**DESCRIPTION OF THE TASK:** Look through the material below and return every line that contains "from".

(SUPPLIED RECORDS Opens)

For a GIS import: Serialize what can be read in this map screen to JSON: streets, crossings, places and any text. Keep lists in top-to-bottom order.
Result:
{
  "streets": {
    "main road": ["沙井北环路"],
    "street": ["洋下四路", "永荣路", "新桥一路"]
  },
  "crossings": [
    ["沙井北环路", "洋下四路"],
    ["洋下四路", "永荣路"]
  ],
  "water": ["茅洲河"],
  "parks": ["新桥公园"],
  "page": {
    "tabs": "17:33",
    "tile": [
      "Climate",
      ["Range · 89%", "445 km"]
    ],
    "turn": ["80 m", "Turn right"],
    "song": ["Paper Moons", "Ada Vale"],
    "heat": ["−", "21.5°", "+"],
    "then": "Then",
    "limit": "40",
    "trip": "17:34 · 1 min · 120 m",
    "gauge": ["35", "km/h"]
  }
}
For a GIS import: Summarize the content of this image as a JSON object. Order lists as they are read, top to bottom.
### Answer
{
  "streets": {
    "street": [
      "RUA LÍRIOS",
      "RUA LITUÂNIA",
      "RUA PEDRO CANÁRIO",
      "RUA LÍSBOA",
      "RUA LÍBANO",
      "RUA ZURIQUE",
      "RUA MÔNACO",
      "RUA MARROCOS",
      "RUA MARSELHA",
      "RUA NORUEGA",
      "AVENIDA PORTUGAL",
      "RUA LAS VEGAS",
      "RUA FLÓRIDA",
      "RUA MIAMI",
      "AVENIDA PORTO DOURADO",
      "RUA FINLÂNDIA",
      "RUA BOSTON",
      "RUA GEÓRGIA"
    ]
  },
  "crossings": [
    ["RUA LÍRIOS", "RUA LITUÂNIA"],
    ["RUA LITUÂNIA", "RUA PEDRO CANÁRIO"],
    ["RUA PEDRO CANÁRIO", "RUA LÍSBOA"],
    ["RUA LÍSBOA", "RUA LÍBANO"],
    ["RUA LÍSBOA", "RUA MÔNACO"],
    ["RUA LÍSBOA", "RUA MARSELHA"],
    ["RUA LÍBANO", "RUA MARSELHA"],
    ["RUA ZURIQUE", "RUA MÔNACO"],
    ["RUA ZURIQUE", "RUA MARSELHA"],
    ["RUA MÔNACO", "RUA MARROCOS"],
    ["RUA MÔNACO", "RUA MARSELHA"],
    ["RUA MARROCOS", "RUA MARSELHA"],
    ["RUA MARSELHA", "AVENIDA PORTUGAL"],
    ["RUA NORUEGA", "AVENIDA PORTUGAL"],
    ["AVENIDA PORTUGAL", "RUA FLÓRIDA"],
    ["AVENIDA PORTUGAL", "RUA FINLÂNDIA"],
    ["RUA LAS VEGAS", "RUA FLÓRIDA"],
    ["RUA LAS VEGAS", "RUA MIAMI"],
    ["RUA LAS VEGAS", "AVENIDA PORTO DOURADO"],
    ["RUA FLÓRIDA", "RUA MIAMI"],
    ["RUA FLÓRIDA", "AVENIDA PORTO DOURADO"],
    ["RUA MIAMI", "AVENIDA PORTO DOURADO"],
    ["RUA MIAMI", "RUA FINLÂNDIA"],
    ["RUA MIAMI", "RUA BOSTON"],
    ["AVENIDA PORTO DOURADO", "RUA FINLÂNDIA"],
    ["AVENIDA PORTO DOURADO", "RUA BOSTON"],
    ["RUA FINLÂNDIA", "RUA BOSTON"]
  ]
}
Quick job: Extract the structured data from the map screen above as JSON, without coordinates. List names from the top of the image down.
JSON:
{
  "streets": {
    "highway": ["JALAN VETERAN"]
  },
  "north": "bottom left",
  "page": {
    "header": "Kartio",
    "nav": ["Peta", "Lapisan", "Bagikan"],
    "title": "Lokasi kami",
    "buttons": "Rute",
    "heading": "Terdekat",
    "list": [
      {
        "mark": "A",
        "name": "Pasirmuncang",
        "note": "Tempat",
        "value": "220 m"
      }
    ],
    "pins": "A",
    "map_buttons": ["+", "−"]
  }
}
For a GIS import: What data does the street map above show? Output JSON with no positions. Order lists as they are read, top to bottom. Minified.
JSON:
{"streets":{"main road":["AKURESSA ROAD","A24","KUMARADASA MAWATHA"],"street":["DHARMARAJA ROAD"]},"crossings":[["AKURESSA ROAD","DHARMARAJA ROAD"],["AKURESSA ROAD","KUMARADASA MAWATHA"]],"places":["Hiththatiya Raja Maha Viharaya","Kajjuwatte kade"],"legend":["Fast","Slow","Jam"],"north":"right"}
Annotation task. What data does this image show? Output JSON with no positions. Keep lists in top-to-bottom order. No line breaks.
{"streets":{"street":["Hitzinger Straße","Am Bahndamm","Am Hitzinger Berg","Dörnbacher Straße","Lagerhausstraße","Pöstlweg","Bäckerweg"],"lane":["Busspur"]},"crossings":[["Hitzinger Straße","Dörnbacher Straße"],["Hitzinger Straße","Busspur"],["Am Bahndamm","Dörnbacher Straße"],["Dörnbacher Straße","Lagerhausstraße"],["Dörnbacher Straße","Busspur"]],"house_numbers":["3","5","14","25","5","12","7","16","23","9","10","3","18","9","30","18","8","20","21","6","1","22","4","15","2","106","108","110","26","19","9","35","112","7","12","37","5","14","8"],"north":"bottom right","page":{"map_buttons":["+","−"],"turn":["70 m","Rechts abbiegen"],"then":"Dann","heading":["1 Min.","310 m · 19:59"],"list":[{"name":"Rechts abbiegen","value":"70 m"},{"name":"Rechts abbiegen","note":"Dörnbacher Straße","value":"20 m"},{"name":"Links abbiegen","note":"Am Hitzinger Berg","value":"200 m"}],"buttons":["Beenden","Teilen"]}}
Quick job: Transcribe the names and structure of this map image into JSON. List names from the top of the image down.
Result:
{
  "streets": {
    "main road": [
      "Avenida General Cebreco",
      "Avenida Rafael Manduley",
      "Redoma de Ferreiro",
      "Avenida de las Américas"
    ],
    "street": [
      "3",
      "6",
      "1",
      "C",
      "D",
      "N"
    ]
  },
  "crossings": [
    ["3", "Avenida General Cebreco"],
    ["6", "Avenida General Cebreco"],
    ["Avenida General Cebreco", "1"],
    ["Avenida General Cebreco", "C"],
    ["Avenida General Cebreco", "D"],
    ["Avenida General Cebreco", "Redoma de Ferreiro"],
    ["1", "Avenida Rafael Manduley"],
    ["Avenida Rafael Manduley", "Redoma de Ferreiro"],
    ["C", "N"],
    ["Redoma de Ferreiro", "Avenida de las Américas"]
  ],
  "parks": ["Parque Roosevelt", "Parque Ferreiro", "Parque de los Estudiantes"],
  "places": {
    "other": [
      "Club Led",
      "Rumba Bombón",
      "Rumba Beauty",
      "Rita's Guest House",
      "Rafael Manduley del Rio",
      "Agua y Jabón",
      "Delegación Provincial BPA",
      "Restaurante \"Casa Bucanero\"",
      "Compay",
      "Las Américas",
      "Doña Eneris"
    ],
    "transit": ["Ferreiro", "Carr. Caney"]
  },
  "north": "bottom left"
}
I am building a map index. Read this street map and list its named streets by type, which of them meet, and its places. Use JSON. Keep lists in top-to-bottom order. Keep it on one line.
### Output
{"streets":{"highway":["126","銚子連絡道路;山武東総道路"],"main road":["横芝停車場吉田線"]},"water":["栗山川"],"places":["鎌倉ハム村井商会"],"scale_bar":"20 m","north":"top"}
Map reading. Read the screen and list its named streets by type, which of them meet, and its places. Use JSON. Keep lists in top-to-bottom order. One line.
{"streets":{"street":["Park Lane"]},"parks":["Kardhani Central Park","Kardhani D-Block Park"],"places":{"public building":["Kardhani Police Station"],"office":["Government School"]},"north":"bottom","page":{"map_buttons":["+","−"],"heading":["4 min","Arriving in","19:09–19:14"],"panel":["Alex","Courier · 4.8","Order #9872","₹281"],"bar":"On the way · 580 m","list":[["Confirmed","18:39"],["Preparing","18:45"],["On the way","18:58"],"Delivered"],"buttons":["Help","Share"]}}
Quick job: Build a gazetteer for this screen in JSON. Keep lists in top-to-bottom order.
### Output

(SUPPLIED RECORDS Closes)

**SOLUTION TO THIS TASK:**
Quick job: Extract the structured data from the map screen above as JSON, without coordinates. List names from the top of the image down.
Quick job: Transcribe the names and structure of this map image into JSON. List names from the top of the image down.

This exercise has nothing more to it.